Auch der zweite Platz, "Der unbekannte Feinschmecker" von Corinna Jaeger, ist gut erzählt - die Geschichte von Kellergeistern, die unerkannt Weinfässer leertrinken, ist in Mundart humorig erzählt, aber hat die gleiche Schwäche wie die Siegerstory: es bleibt nichts zurück und es passiert in der Geschichte noch weniger als in der Siegergeschichte. Wer sich unter "Geschöpfe der Dunkelheit" einen kalten Schauer und gruselige Geschichten vorstellt wird deshalb von den ersten zwei Kurzgeschichten nicht bedient.

Es gibt aber auch humoristisch angehauchte Geschichten in der Anthologie, die mich mehr überzeugen können. So z.B. "Sympathy for the devil" von Angelika Brox, in der ein Selbstmordkandidat per E-Mail aus der Hölle kontaktiert wird. Die Geschichte bindet geschickt das Internet als neues Medium ein - und die Idee, daß ein Teufel aus der Hölle sich per Farbausdruck vom Tintenstrahldrucker in unsere Welt begibt ist - wie einige andere Dinge in der Story - wirklich originell. Diese Kurzgeschichte ist für mich das erste Highlight in der Anthologie - steht leider aber auch erst an sechster Stelle.
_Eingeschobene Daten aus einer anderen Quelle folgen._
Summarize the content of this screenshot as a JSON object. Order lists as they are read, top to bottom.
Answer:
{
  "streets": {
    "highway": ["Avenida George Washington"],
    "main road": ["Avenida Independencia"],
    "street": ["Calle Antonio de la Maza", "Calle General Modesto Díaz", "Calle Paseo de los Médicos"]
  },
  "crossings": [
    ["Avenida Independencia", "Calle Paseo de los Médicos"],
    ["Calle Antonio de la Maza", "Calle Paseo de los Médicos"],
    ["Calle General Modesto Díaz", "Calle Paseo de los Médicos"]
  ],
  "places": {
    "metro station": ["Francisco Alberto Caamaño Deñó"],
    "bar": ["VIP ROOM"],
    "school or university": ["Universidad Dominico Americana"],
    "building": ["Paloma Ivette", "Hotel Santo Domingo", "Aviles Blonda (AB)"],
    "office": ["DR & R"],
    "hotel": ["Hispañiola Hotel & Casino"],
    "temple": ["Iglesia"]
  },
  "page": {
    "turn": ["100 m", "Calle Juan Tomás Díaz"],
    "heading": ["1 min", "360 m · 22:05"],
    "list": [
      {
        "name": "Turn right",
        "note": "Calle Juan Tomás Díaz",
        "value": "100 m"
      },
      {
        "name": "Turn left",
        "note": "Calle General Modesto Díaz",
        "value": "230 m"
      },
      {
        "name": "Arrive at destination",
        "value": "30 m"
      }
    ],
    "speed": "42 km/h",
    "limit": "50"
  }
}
Ähnlich gelungen ist Uwe Frinkers "Zeugnis", in der ein Dämon, der dafür sorgt, daß im Leben so manches schiefläuft, um ein Zeugnis seines menschlichen "Opfers" bittet.
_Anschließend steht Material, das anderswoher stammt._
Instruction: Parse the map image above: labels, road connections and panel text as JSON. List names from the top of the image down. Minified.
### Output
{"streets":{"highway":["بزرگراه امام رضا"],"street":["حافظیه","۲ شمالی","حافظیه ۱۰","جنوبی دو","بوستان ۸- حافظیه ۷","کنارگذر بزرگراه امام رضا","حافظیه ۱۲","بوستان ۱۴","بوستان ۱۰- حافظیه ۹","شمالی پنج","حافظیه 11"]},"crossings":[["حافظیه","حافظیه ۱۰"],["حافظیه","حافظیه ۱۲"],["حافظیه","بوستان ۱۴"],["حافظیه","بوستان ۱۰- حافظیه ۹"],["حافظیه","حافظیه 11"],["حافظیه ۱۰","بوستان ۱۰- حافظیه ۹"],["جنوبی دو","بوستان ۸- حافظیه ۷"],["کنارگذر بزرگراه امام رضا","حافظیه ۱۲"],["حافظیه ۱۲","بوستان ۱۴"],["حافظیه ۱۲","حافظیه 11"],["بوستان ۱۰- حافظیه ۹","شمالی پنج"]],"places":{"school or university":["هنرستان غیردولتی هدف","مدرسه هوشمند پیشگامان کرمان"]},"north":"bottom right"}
Skurril und lesenswert wird es auch, wenn in "Ein kühler Sommer" von Ruth Jahn der Held der Geschichte in seinem Kühlschrank ein merkwürdiges Wesen entdeckt, das einer ganzen Rasse von Wesen angehört, die in Kühlschränken leben und sich untereinander durch die Barcodes auf den Verpackungen unserer Lebensmittel austauschen (diese Geschichte hat den 18. Platz erreicht).

Interessant und lesenswert finde ich auch noch "Katzenmond" von Sabina Luger, die eher sf-orientierte Geschichte "Die Chlorophyll-Affäre" von Bernhard Schneider, "Joint Venture" von Thomas Michel, das schaurige (und damit eher eine Ausnahme) "Chateauneuf-du-Pape" von Martin Herbst und "Roter Schnee" von Gabi Scharf.

Ansonsten stellen für mich leider in der Anthologie neben den allzu lustig gemeinten Geschichten vor allem die vier Vampirgeschichten einen Schwachpunkt dar. Vielleicht liegt es daran, daß der Vampir in der Literatur und im Film schon aus allen erdenklichen Blickwinkeln beleuchtet wurde und es somit sehr schwerfällt, dem Thema etwas neues oder interessantes abzugewinnen. Gerade die Vampirgeschichten sind oft recht vorhersehbar, auch wenn sie gut erzählt sind.

Die Anthologie wirkt dann auf mich am besten, wenn es etwas dämonischer oder zauberhafter wird und Geschichten erzählt werden, die etwas erzählen wollen, die eine tiefere Bedeutung transportieren möchten und wenn Humor nicht zum Selbstzweck wird sondern mit interessanten Einfällen und guten Geschichten kombiniert wird.
Wer sich unter "Geschöpfe der Dunkelheit" Zombies, John Sinclair oder Horror allgemein vorstellt, wird in der Anthologie aber leider nur wenig von Interesse finden. Freunde von Vampirgeschichten finden einiges Material - allerdings auch nichts neues.
Wer sich gerne amüsieren möchte und nicht länger über das Gelesene nachdenken will, findet mit einigen lustigen Geschichten sicherlich auch etwas.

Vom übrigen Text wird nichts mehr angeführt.